Saturday, August 13, 2016

Notes on The Death of Virgil

The Death of Virgil
 Part I

The Arrival of Virgil in Brundisium

"STEEL-BLUE AND LIGHT, RUFFLED BY A SOFT, SCARCELY perceptible cross-wind. the waves of the Adriatic streamed against the imperial squadron as it steered toward the harbor of Brundisium, the flat hills of the Calabrian coast coming gradually nearer on the left." (p 11) 

Hermann Broch was fifty-one years old in 1937 when he began to write The Death of Virgil. In doing this he was adhering to certain principles that he had outlined in an essay, "Joyce and the Present Age", written in the previous year. In this essay he argued that "the work of art, the "universal work of art" becomes the mirror of the Zeitgeist"; that being the totality of the historic reality of the present age. This totality is reflected in great works of art like Faust and the late works of Beethoven. Reaching his fiftieth year was significant for Broch as a time that would allow him to achieve this sort of significance in his own writing. The work known as The Death of Virgil would be his "great work of art".

With the use of third person narrative that often seems like a "stream of consciousness" Hermann Broch is able to put the reader inside the head of Virgil for much of the book. From the opening pages we meet a poet/artist Virgil who is on the edge of life in several different respects. The edge between water and land is explored as Virgil's ship, one among the parade of ships escorting Augustus back to the port of Brundisium in Roman Italy, sails toward land on the first page of the novel.

"as the sunny yet deathly loneliness of the sea changed with the peaceful stir of friendly human activity where the channel, softly enhanced by the proximity of human life and human living, was populated by all sorts of craft". (p 11)
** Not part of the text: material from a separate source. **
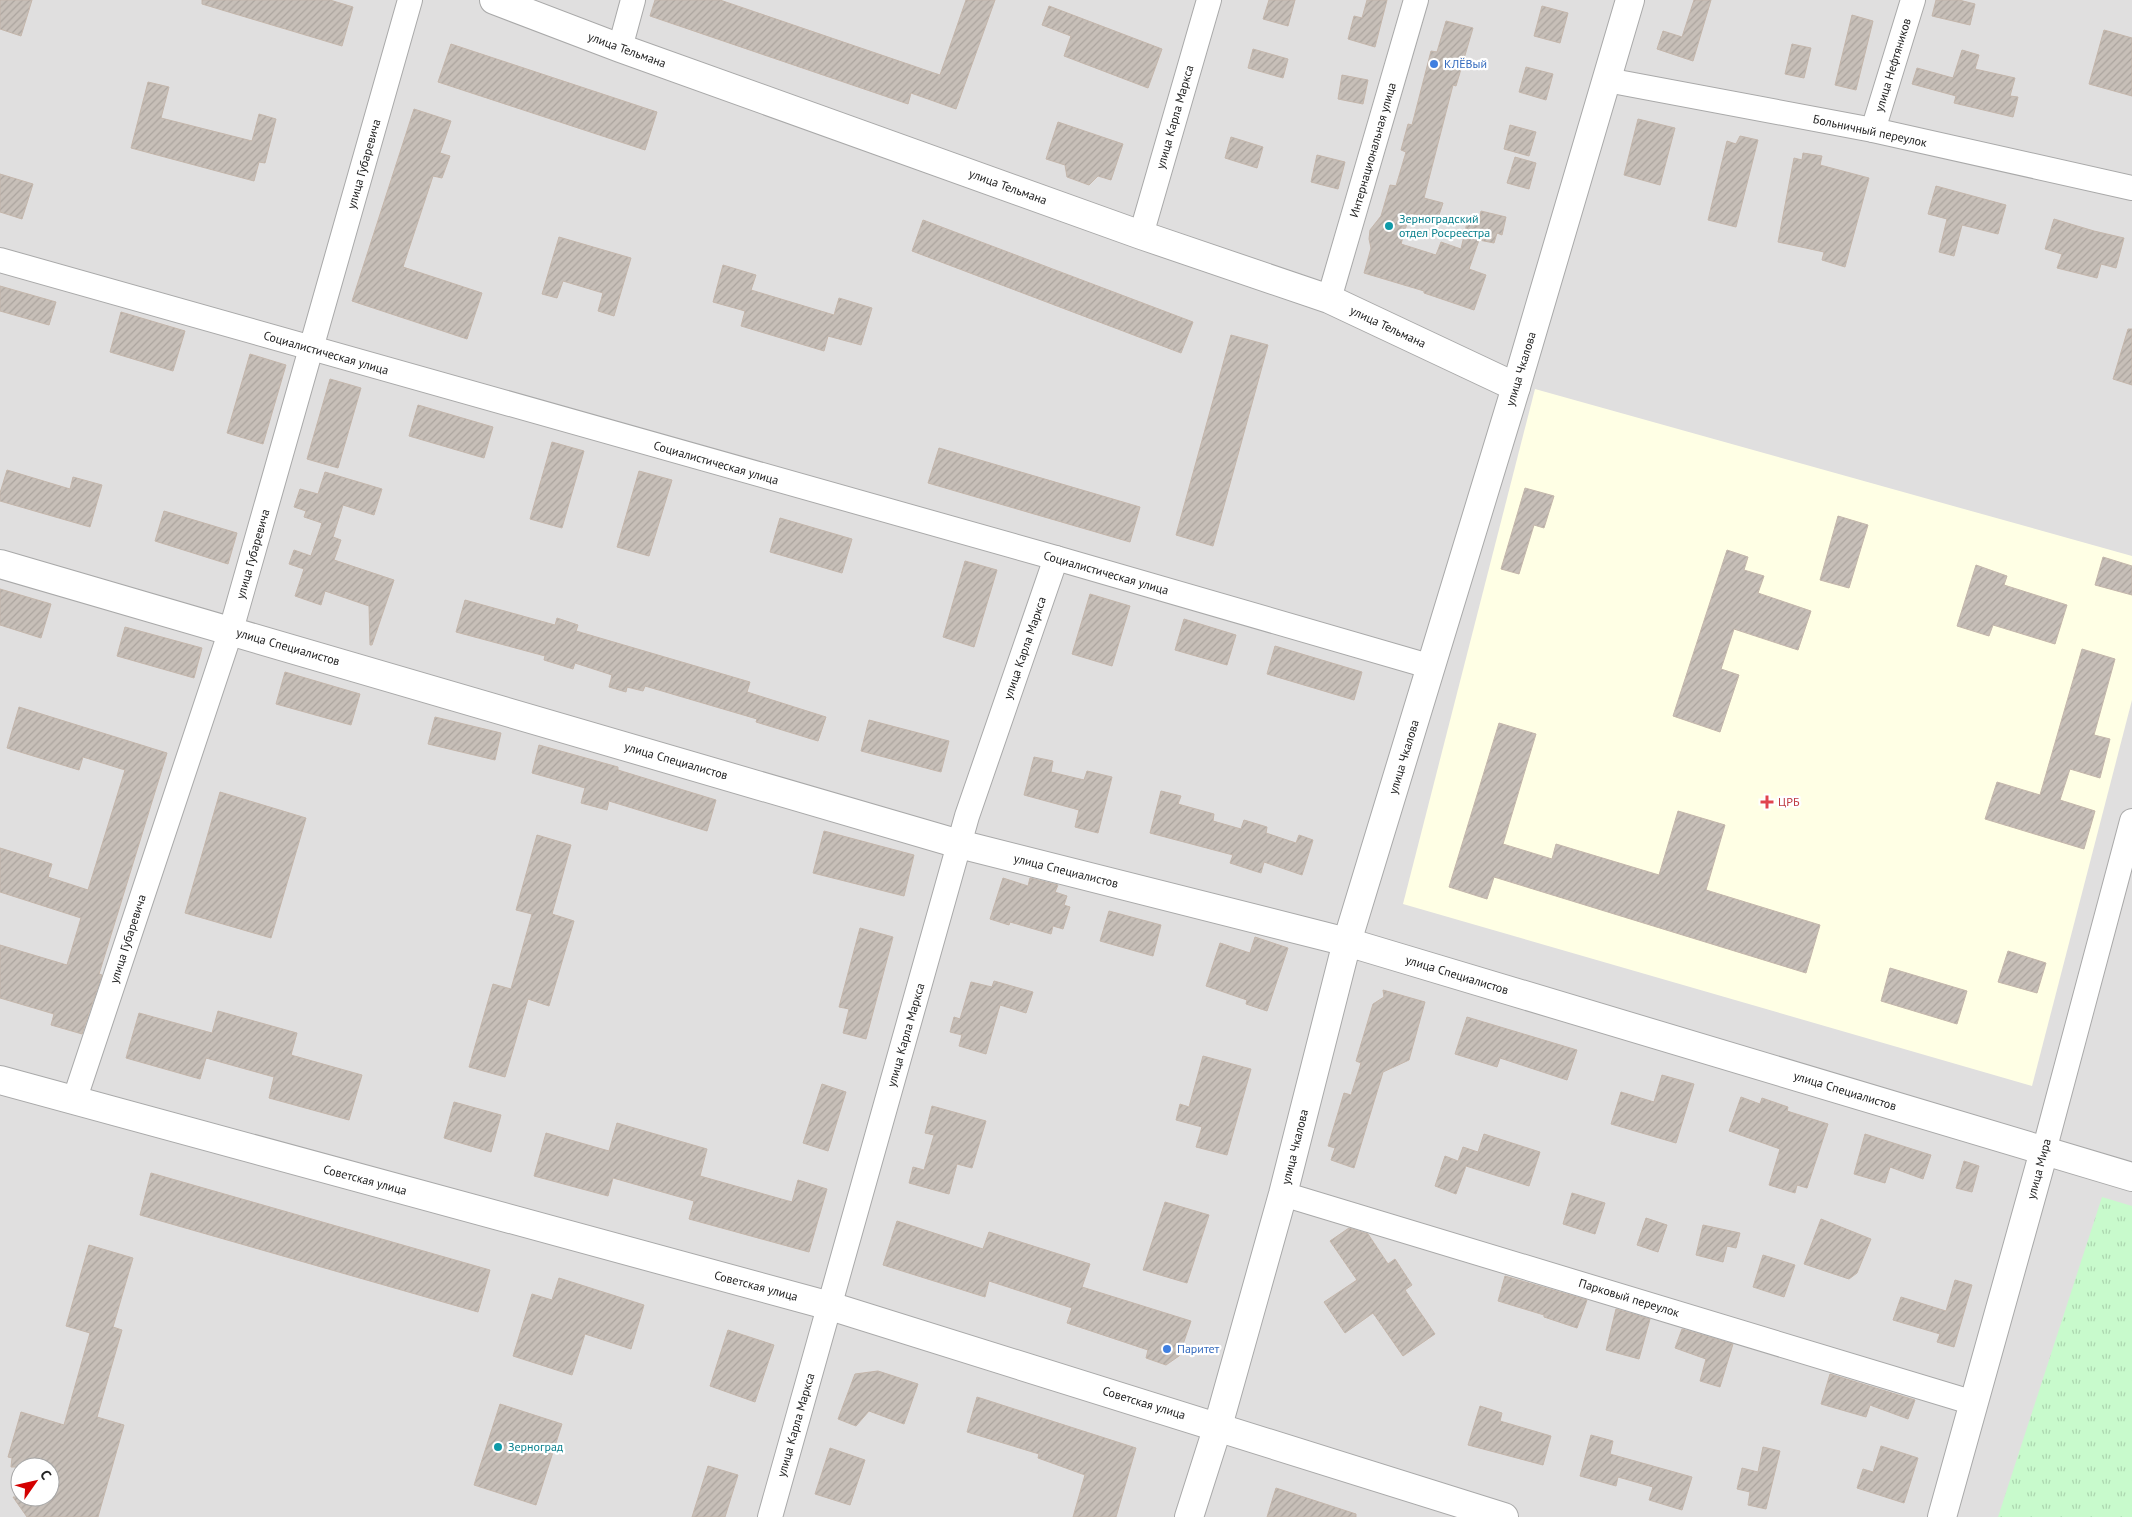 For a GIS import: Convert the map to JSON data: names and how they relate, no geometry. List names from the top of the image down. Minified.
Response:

 The sunny sea is seen as also deathly in its loneliness. This signals another edge that will be important throughout the novel as Virgil in his illness hovers between life and death. Further there is the personal and historical background with the tension between Virgil and Augustus mirroring that of Athens and Rome. Even though Virgil dearly loved the life of study and thought in Athens he was torn by his memories of home as he arrived in Brundisium:

"lifted up in the breath of the immutable coolness, borne forward to seas so enigmatic and unknown that it was like a homecoming, for wave upon wave of the great planes through which his keel had already furrowed, wave-planes of memory, wave-planes of seas, they had not become transparent, nothing in them had divulged itself to him, only the enigma remained, and filled with the enigma of the past overflowed its shores and reached into the present, so that in the midst of the resinous torch-smoke, in the midst of the brooding city fumes, , , how they all lay behind him, about him, within him, how entirely they were his own," (p 31)
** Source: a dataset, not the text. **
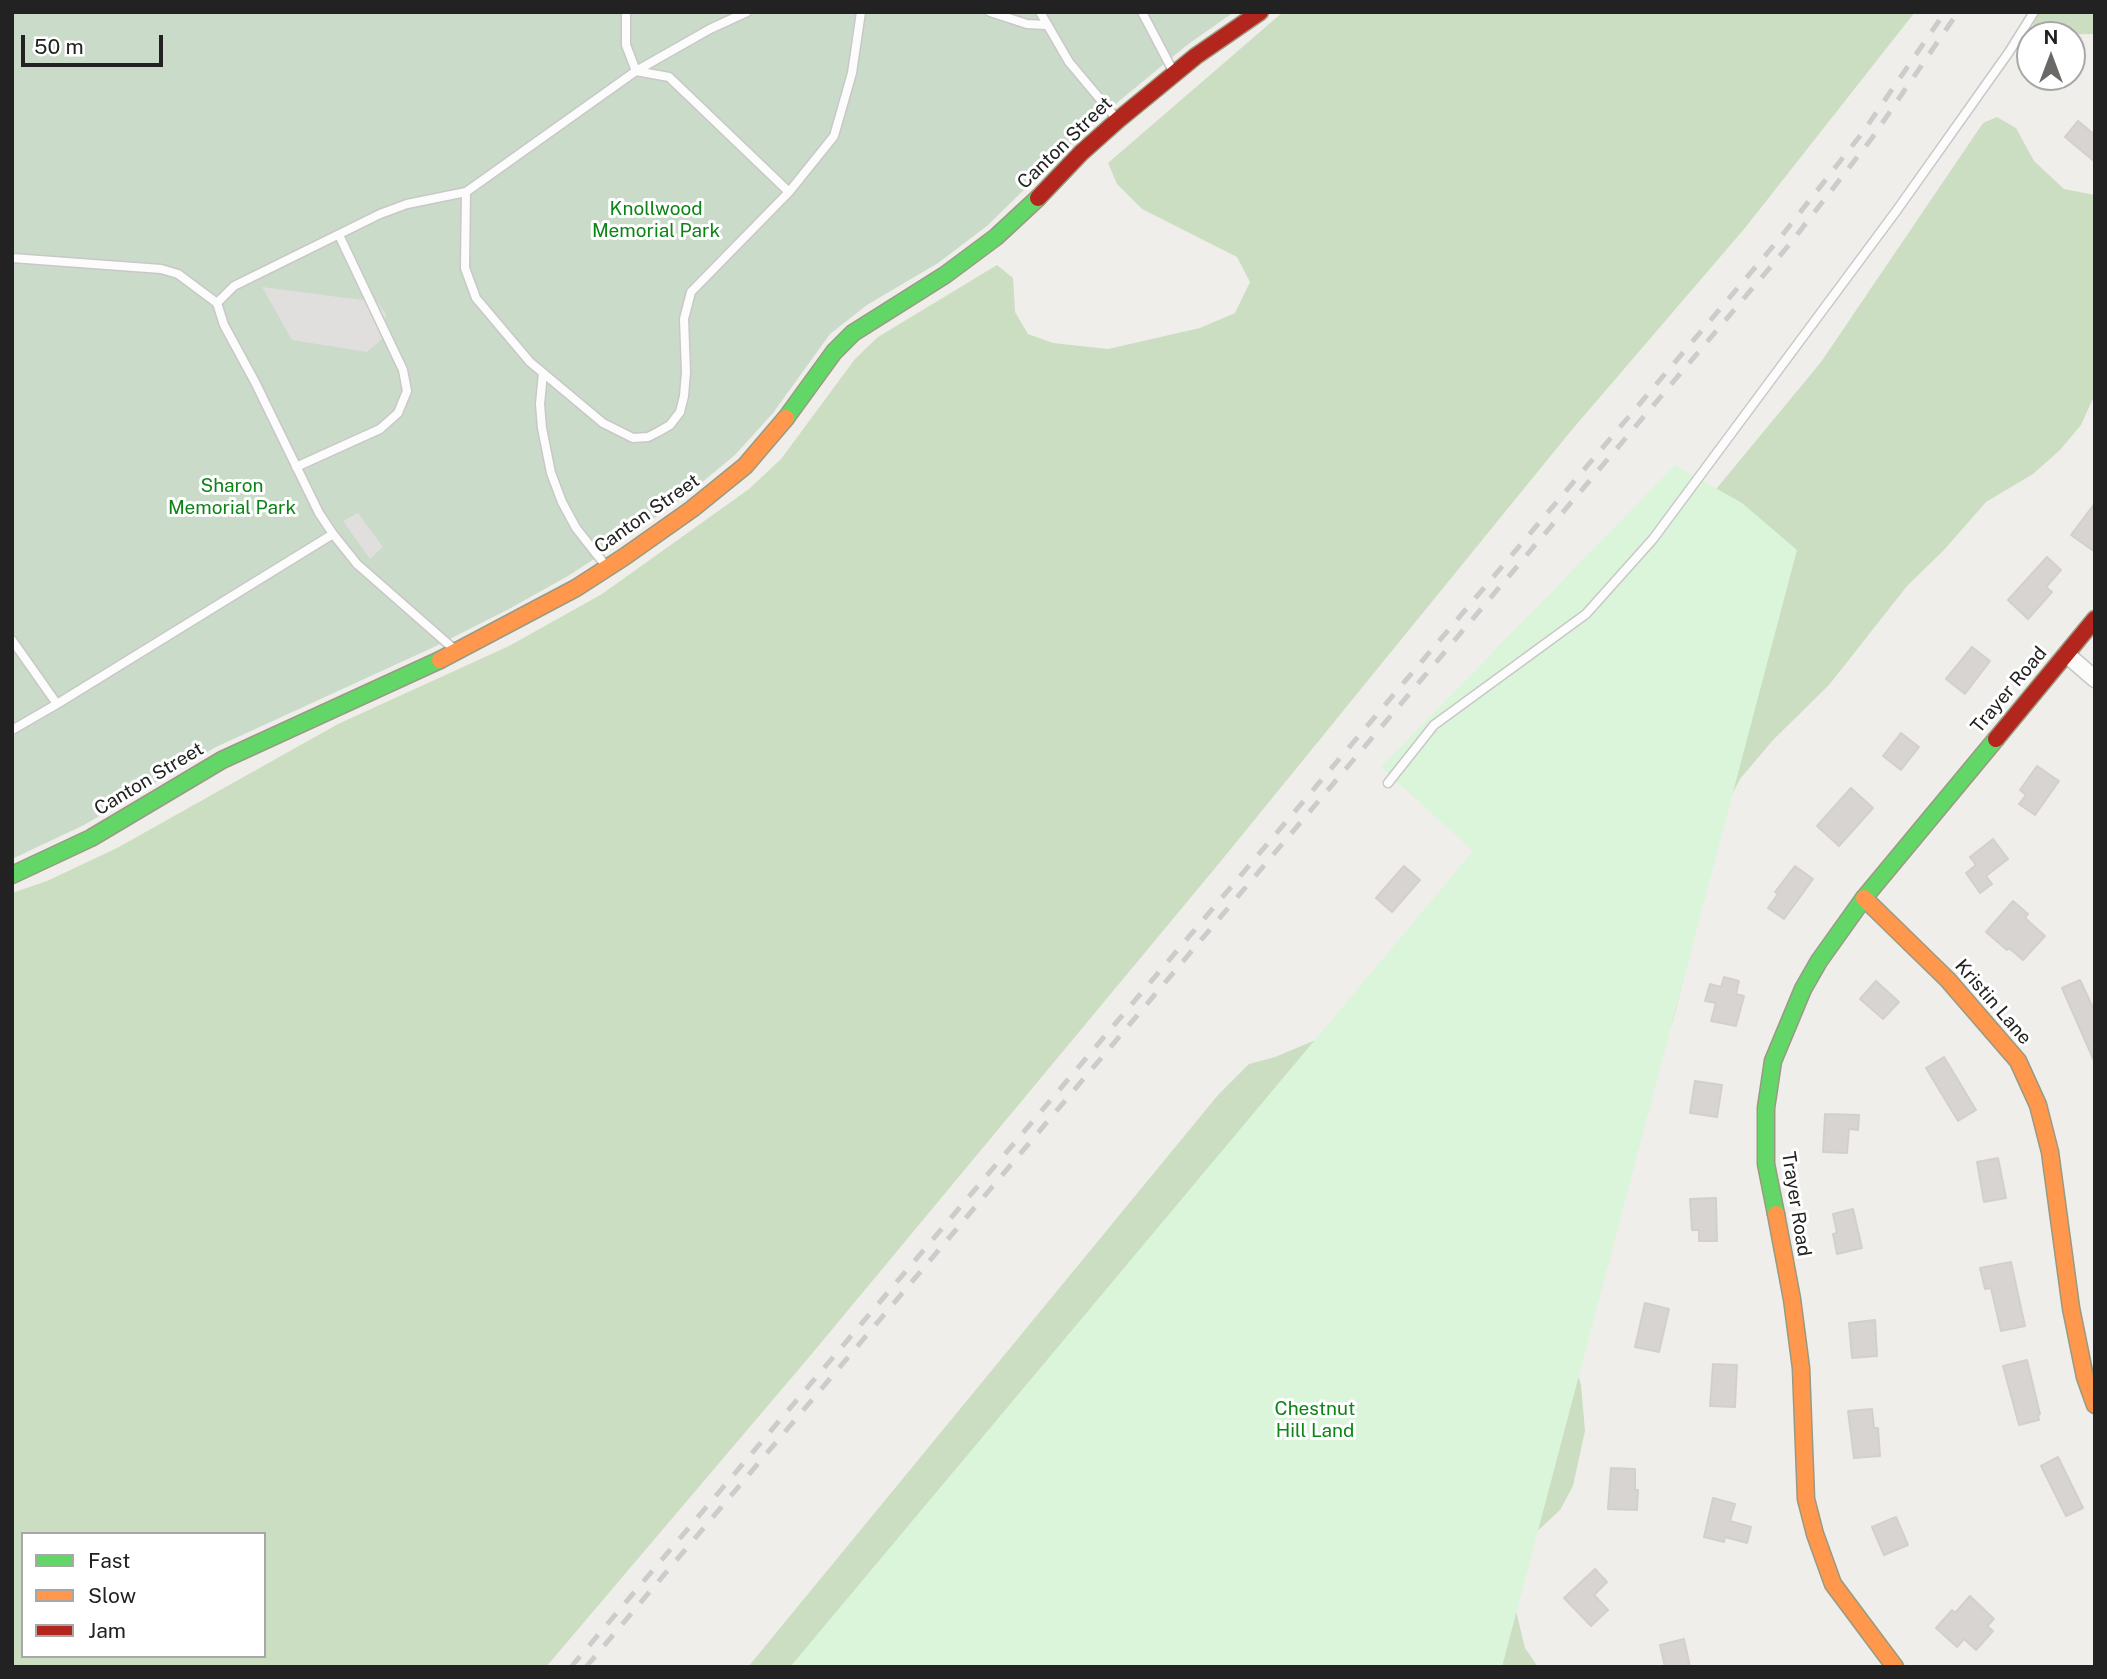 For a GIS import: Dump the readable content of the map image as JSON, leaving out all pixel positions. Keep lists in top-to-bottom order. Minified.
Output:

Throughout the beginning of the novel, a section titled "Water--The Arrival", Virgil is filled with doubts. He is nearing the end of his life with a feeling that "it was time itself that called down scorn upon him, the unalterable flood of time with its manifold voices," and he may not be able to escape his fate. But what was that fate and why was it important to him as creator? This is something that he is unsure of even to the point of asking himself why he was writing this book (The Aeneid which is always by his side). 
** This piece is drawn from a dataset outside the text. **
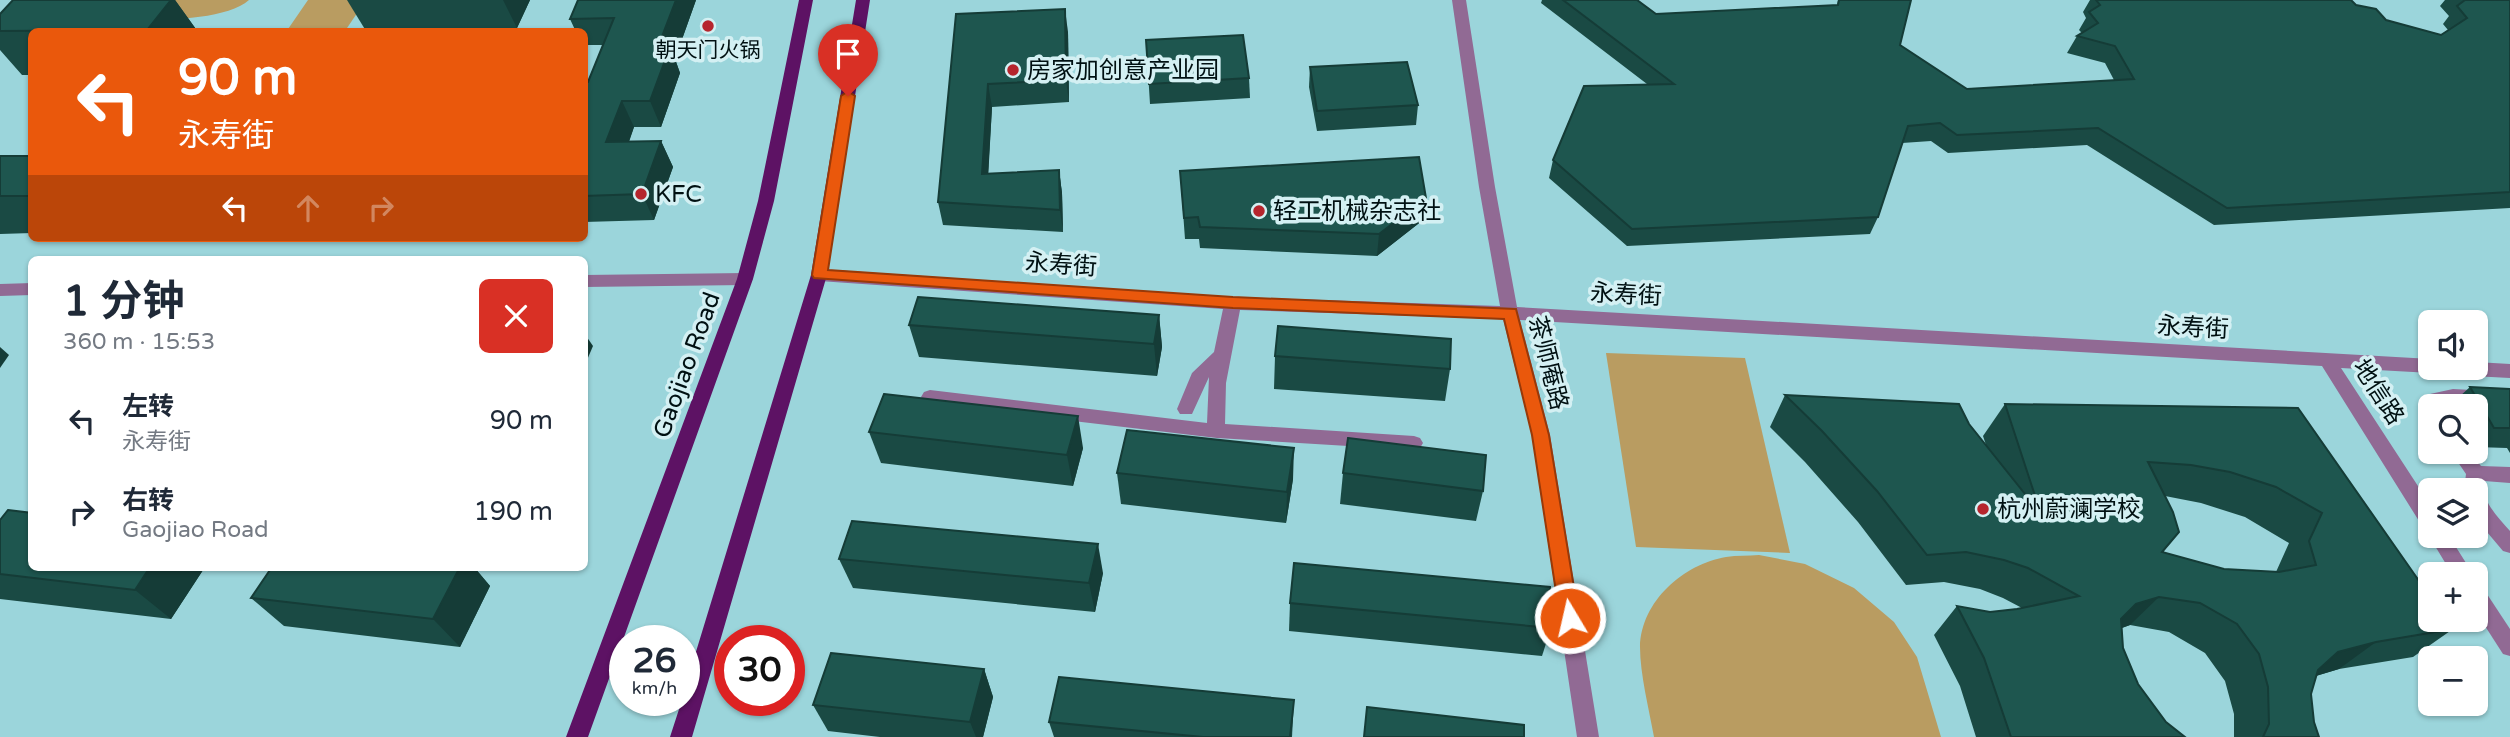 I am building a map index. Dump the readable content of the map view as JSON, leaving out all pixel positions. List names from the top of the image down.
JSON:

"Nothing availed the poet, he could right no wrongs; he is heeded only if he extols the world, never if he portrays it as it is. Only falsehood wins renown, not understanding! And could one assume that the Aeneid would be vouchsafed another or better influence?" (p 15)

His own Aeneid as quoted epigraphically by Broch suggests that Virgil is "exiled by fate" just as his creation, Aeneas, was. Is that the fate of all poets? Must they be exiled by their fate to become an artist of this world? Perhaps the final three sections of The Death of Virgil will suggest answers to these and other questions.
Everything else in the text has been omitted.